This code is modified from the DQN tutorial (which runs on my machine). However, this code does not. It core dumps in the backward method. Am I doing something dumb?
Thank you, in advance, for any assistance.
class DQN(nn.Module):
def __init__(self):
super(DQN, self).__init__()
self.conv1 = nn.Conv2d(3, 16, kernel_size=5, stride=2)
self.bn1 = nn.BatchNorm2d(16)
self.conv2 = nn.Conv2d(16, 32, kernel_size=5, stride=2)
self.bn2 = nn.BatchNorm2d(32)
self.conv3 = nn.Conv2d(32, 32, kernel_size=5, stride=2)
self.bn3 = nn.BatchNorm2d(32)
self.head = nn.Linear(192, 3)
def forward(self, x):
x = F.relu(self.bn1(self.conv1(x)))
x = F.relu(self.bn2(self.conv2(x)))
x = F.relu(self.bn3(self.conv3(x)))
return self.head(x.view(x.size(0), -1))
model = DQN()
optimizer = optim.RMSprop(model.parameters())
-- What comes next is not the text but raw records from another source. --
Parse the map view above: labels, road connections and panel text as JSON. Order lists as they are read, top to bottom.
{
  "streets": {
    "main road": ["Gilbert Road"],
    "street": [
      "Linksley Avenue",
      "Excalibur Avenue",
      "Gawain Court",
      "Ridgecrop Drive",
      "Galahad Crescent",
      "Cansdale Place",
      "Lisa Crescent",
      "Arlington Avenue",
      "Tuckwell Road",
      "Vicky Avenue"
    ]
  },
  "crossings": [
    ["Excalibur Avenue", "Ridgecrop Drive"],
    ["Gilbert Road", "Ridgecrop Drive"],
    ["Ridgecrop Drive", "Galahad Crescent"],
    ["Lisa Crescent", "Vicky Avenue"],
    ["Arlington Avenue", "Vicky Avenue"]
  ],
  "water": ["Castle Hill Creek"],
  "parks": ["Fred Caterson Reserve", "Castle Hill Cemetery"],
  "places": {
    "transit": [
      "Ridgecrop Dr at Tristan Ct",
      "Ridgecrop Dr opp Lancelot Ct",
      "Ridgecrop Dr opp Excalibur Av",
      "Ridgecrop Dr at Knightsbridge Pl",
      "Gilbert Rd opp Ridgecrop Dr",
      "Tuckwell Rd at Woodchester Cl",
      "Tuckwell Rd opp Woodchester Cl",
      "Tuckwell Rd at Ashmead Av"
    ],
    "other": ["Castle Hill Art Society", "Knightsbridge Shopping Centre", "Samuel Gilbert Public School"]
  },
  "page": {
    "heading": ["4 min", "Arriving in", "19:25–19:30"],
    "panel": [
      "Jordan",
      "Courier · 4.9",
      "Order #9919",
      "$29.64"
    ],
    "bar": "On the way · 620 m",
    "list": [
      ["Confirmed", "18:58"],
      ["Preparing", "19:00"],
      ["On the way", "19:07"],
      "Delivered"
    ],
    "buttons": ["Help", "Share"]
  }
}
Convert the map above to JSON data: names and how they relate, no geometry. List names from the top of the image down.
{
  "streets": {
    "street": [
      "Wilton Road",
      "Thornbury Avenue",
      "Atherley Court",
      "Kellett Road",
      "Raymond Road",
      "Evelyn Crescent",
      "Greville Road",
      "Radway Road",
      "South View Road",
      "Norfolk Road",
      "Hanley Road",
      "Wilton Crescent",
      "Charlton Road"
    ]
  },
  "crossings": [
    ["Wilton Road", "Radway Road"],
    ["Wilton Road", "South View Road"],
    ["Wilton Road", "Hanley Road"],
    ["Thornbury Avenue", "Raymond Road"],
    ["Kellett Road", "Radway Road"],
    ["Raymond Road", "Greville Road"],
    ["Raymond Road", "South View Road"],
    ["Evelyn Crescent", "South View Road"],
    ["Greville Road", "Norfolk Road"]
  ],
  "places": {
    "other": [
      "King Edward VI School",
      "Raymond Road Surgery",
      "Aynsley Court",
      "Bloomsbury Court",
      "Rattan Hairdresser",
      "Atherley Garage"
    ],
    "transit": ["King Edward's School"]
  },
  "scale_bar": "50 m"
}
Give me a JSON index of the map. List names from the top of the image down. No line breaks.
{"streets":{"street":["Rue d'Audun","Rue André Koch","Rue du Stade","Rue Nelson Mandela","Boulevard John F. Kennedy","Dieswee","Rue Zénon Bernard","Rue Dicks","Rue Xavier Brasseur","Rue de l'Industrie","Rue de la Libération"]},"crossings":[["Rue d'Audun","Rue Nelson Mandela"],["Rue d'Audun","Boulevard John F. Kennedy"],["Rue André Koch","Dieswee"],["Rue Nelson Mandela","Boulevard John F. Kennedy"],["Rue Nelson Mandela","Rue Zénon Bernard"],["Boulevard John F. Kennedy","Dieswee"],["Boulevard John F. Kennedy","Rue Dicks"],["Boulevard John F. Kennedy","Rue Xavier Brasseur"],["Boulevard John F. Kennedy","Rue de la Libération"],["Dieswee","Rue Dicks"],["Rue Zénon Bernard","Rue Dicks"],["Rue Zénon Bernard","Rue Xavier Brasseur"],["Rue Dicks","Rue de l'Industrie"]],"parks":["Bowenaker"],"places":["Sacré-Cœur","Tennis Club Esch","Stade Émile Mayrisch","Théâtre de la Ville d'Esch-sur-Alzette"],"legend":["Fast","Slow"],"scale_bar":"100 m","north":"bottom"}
action_batch = Variable(LongTensor([[0],[1],[2],[0],[1],[2],[0],[1],[2],[0]]))
next_states = Variable(torch.rand(10,3,26,70),volatile=True)
state_batch = Variable(torch.rand(10,3,26,70))
state_action_values = model(state_batch)
next_state_values = model(next_states)
next_state_values.volatile = False
expected_state_action_values = (next_state_values * 0.999) + 1.0
loss = F.smooth_l1_loss(state_action_values, expected_state_action_values)
optimizer.zero_grad(); model.zero_grad();
loss.backward()